Walau sang Ibu tetap tak bergeming Ridho tetap saja mengiba.
"Anissa memiliki cinta yang bukan cinta biasa untukku, walaupun aku sudah menyia-nyiakan dia selama ini, tapi cintanya tetap utuh untukku, Bu."
Bu Rita berdiri lalu, masuk ke dalam kamarnya tanpa mengucapkan sepatah kata pun.
Pak Raharja menghela napas panjang melihat pemandangan di hadapannya, dia sudah sangat memahami watak sang istri, keras.
"Biar nanti Bapak coba bicara sama Ibumu, semoga lambat laun dia bisa nerima Anissa dan Jelita," ujar pak Raharja sebelum menyusul istrinya ke kamar.
Kini hanya tinggal dia sendiri menyandarkan punggungnya di sofa menatap langit-langit yang di hiasi lampu kristal yang indah tetapi dia rasa tidak bisa sedikit pun mengindahkan hidupnya.
* Dita Andriyani *
Pagi yang cerah tetapi tak mampu mencerahkan suasana rumah pak Raharja.

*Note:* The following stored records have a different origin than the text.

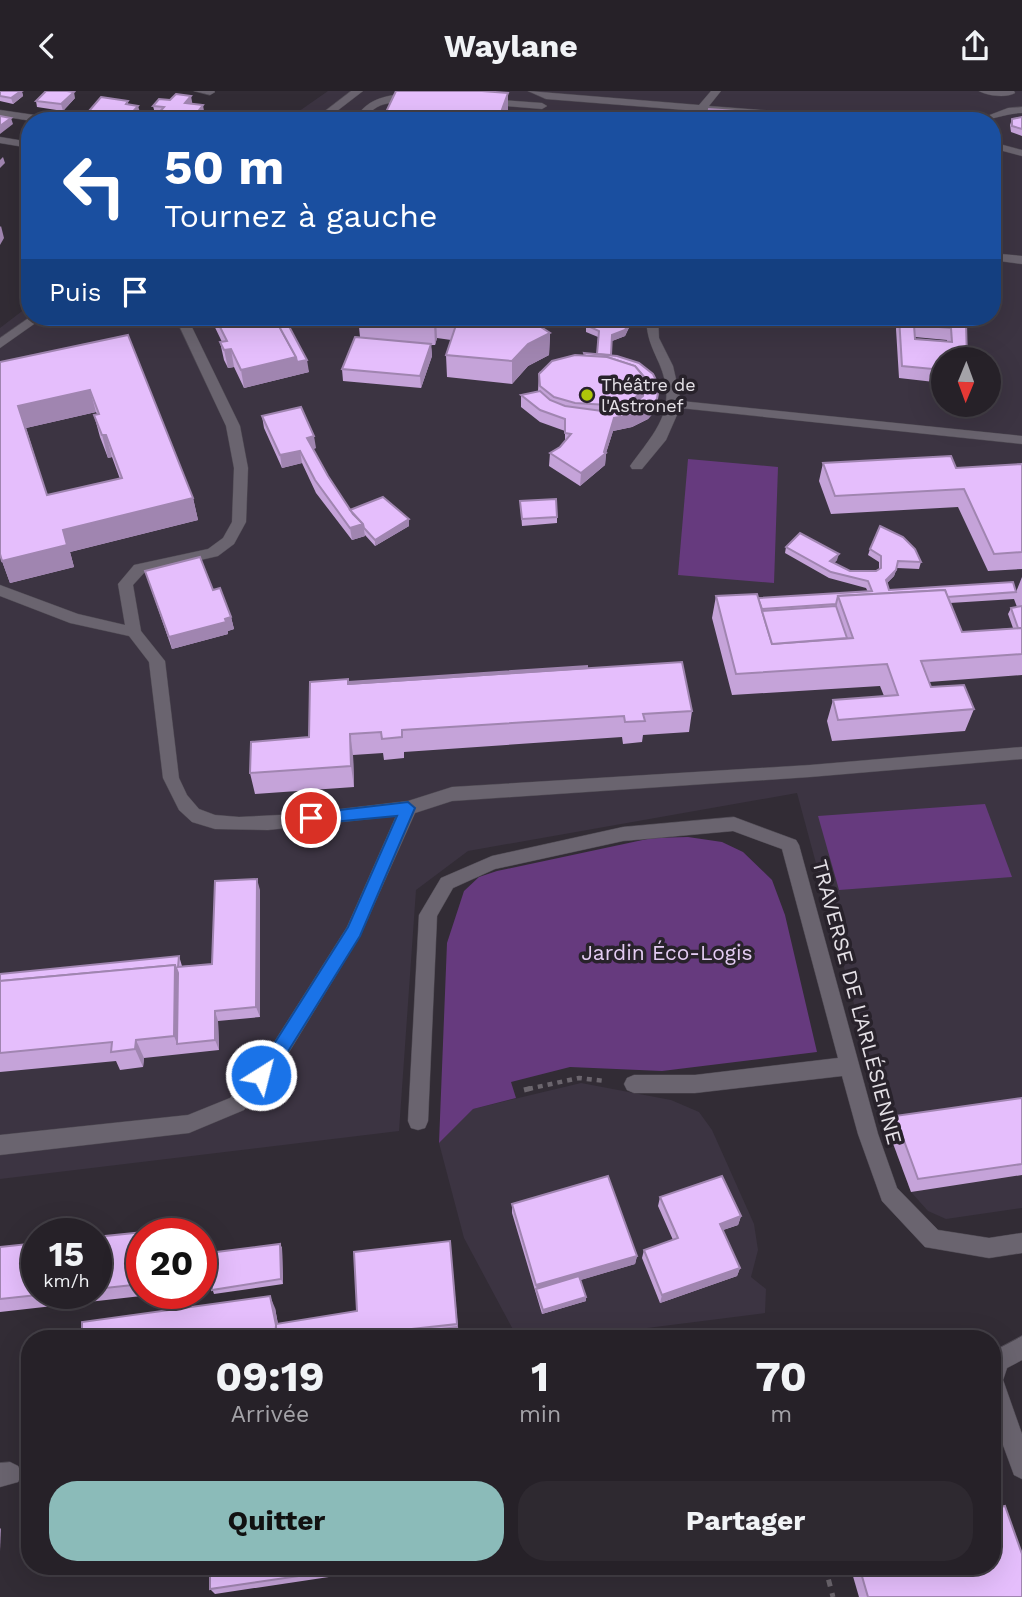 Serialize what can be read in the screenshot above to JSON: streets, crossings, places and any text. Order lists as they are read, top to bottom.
{
  "streets": {
    "street": ["TRAVERSE DE L'ARLÉSIENNE"]
  },
  "parks": ["Jardin Éco-Logis"],
  "places": ["Théâtre de l'Astronef"],
  "north": "bottom",
  "page": {
    "header": "Waylane",
    "turn": ["50 m", "Tournez à gauche"],
    "then": "Puis",
    "speed": "15 km/h",
    "limit": "20",
    "eta": [
      "09:19",
      "Arrivée",
      "1",
      "min",
      "70",
      "m"
    ],
    "buttons": ["Quitter", "Partager"]
  }
} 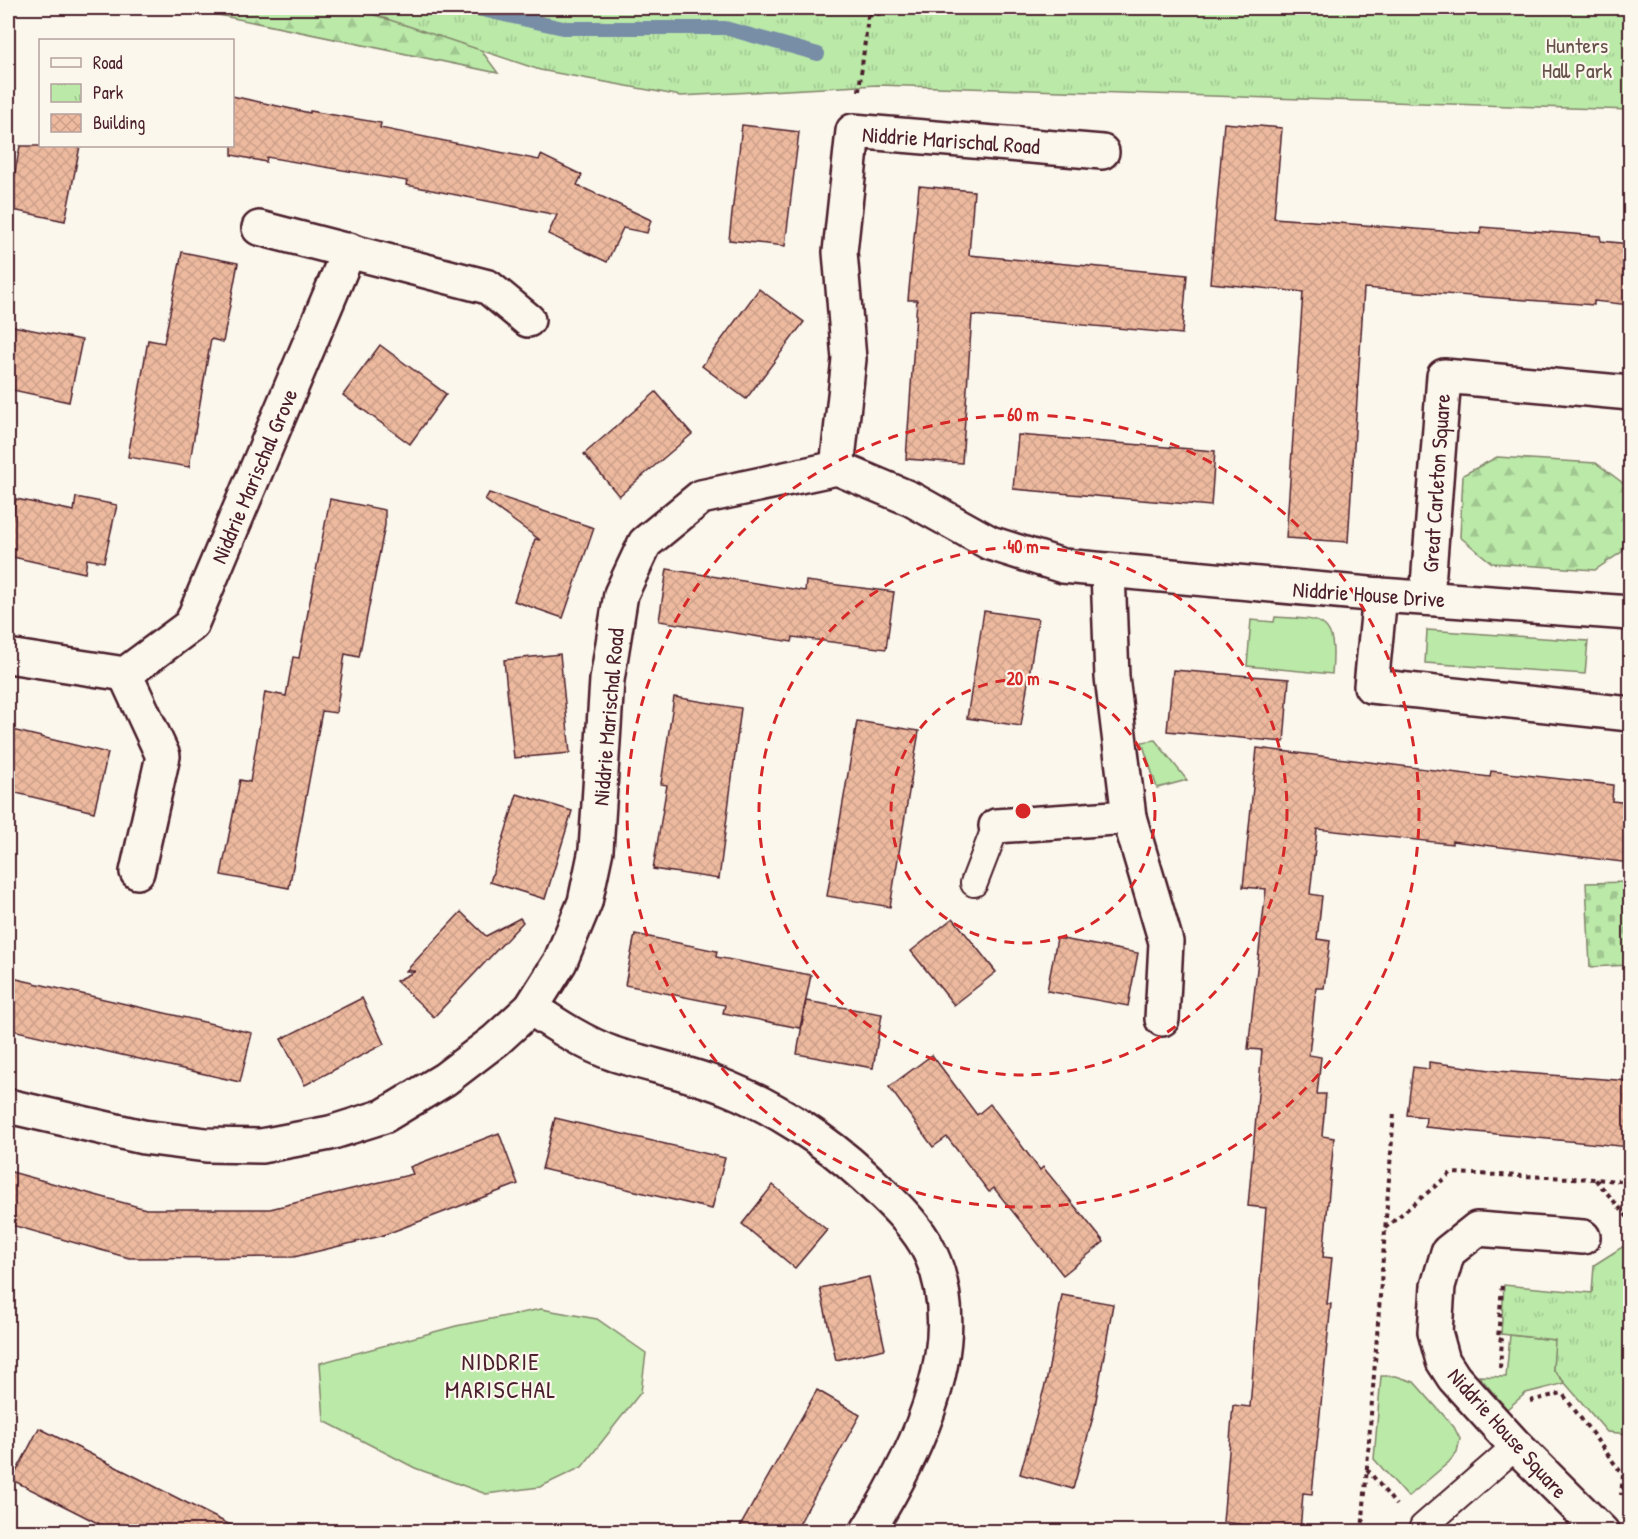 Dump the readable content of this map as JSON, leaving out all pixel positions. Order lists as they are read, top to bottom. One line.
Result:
{"streets":{"street":["Niddrie Marischal Road","Niddrie Marischal Grove","Great Carleton Square","Niddrie House Drive","Niddrie House Square"]},"crossings":[["Niddrie Marischal Road","Niddrie House Drive"],["Great Carleton Square","Niddrie House Drive"]],"districts":["NIDDRIE MARISCHAL"],"parks":["Hunters Hall Park"],"legend":["Road","Park","Building"],"rings":["60 m","40 m","20 m"]} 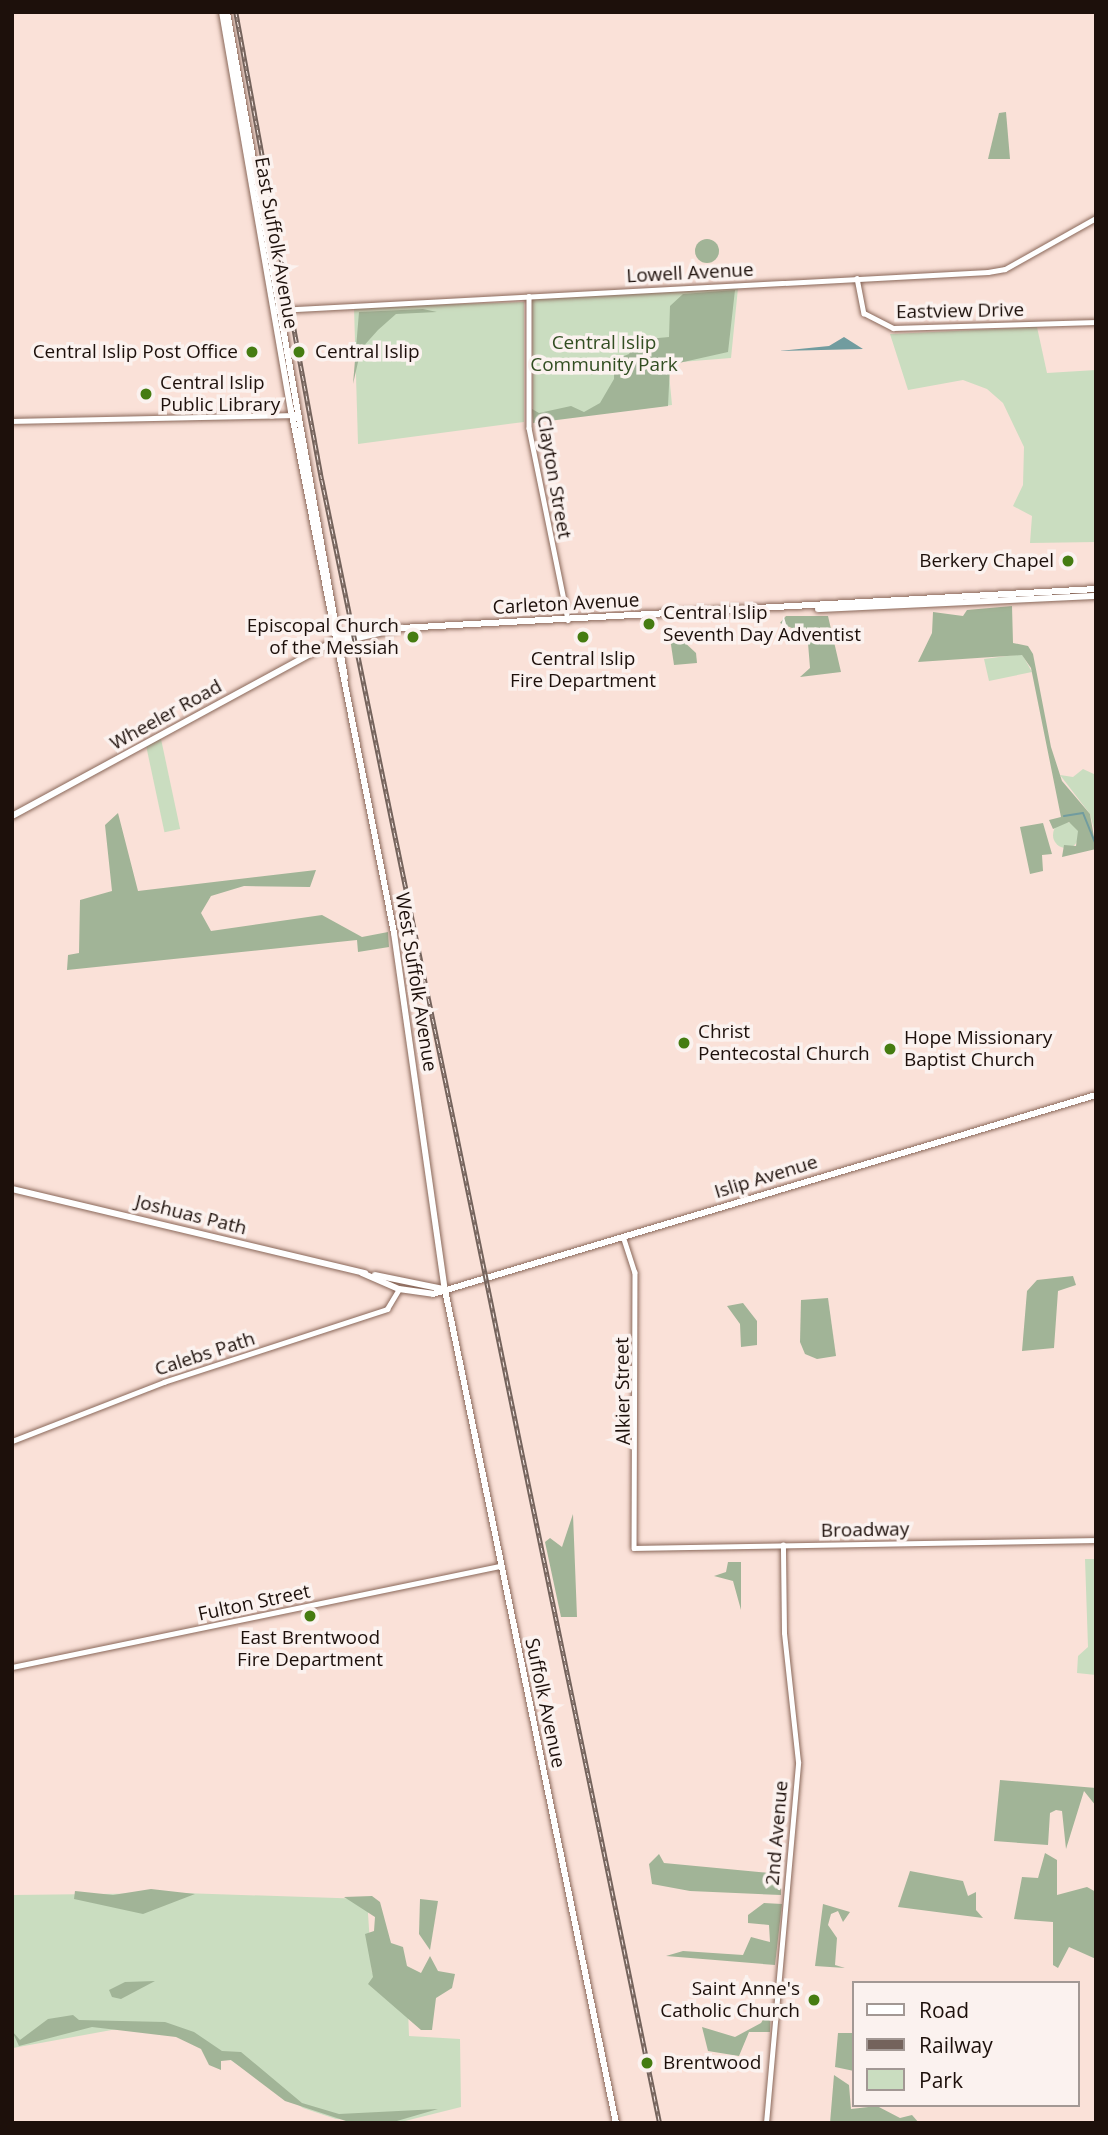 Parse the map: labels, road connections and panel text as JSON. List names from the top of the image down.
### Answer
{
  "streets": {
    "main road": [
      "East Suffolk Avenue",
      "Carleton Avenue",
      "Wheeler Road",
      "West Suffolk Avenue",
      "Islip Avenue",
      "Joshuas Path",
      "Suffolk Avenue"
    ],
    "street": [
      "Lowell Avenue",
      "Eastview Drive",
      "Clayton Street",
      "Calebs Path",
      "Alkier Street",
      "Broadway",
      "Fulton Street",
      "2nd Avenue"
    ]
  },
  "crossings": [
    ["East Suffolk Avenue", "Lowell Avenue"],
    ["East Suffolk Avenue", "Wheeler Road"],
    ["East Suffolk Avenue", "West Suffolk Avenue"],
    ["Lowell Avenue", "Eastview Drive"],
    ["Lowell Avenue", "Clayton Street"],
    ["Clayton Street", "Carleton Avenue"],
    ["Carleton Avenue", "Wheeler Road"],
    ["Wheeler Road", "West Suffolk Avenue"],
    ["West Suffolk Avenue", "Islip Avenue"],
    ["West Suffolk Avenue", "Joshuas Path"],
    ["West Suffolk Avenue", "Suffolk Avenue"],
    ["Islip Avenue", "Joshuas Path"],
    ["Islip Avenue", "Alkier Street"],
    ["Islip Avenue", "Suffolk Avenue"],
    ["Joshuas Path", "Calebs Path"],
    ["Joshuas Path", "Suffolk Avenue"],
    ["Alkier Street", "Broadway"],
    ["Broadway", "2nd Avenue"],
    ["Fulton Street", "Suffolk Avenue"]
  ],
  "parks": ["Central Islip Community Park"],
  "places": [
    "Central Islip Post Office",
    "Central Islip",
    "Central Islip Public Library",
    "Berkery Chapel",
    "Central Islip Seventh Day Adventist",
    "Episcopal Church of the Messiah",
    "Central Islip Fire Department",
    "Christ Pentecostal Church",
    "Hope Missionary Baptist Church",
    "East Brentwood Fire Department",
    "Saint Anne's Catholic Church",
    "Brentwood"
  ],
  "legend": ["Road", "Railway", "Park"]
}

Mereka semua di meja makan, sarapan bersama tapi terhanyut dalam fikiran masing-masing hanya suara denting piring yang beradu dengan sendok saja yang terdengar.
"Risti berangkat dulu, assalamualaikum." Risti pun tidak seceria biasanya.
"Waalaikum salam ..." serempak terdengar sebuah jawab.
Gadis itu tak banyak bicara pagi ini, mungkin merasakan suasana tidak enak melihat perubahan sikap Ibunya sejak kedatangan Anissa dan Jelita.
Hanya mengucapkan salam sebelum berlalu mengendarai sepeda motornya menuju sekolah.
Bu Rita jelas menampakkan ketidaksukaannya pada Jelita bahkan dia sama sekali tidak menimpali saat suaminya mulai berbincang akrab dengan cucunya tersebut.
"Jelita suka makanannya?" tanya pak Raharja berusaha mencairkan suasana.
"Mmm.. Iya Mbah kung Jelita suka, makanannya enak kayak masakan Nenek," jawab Jelita polos.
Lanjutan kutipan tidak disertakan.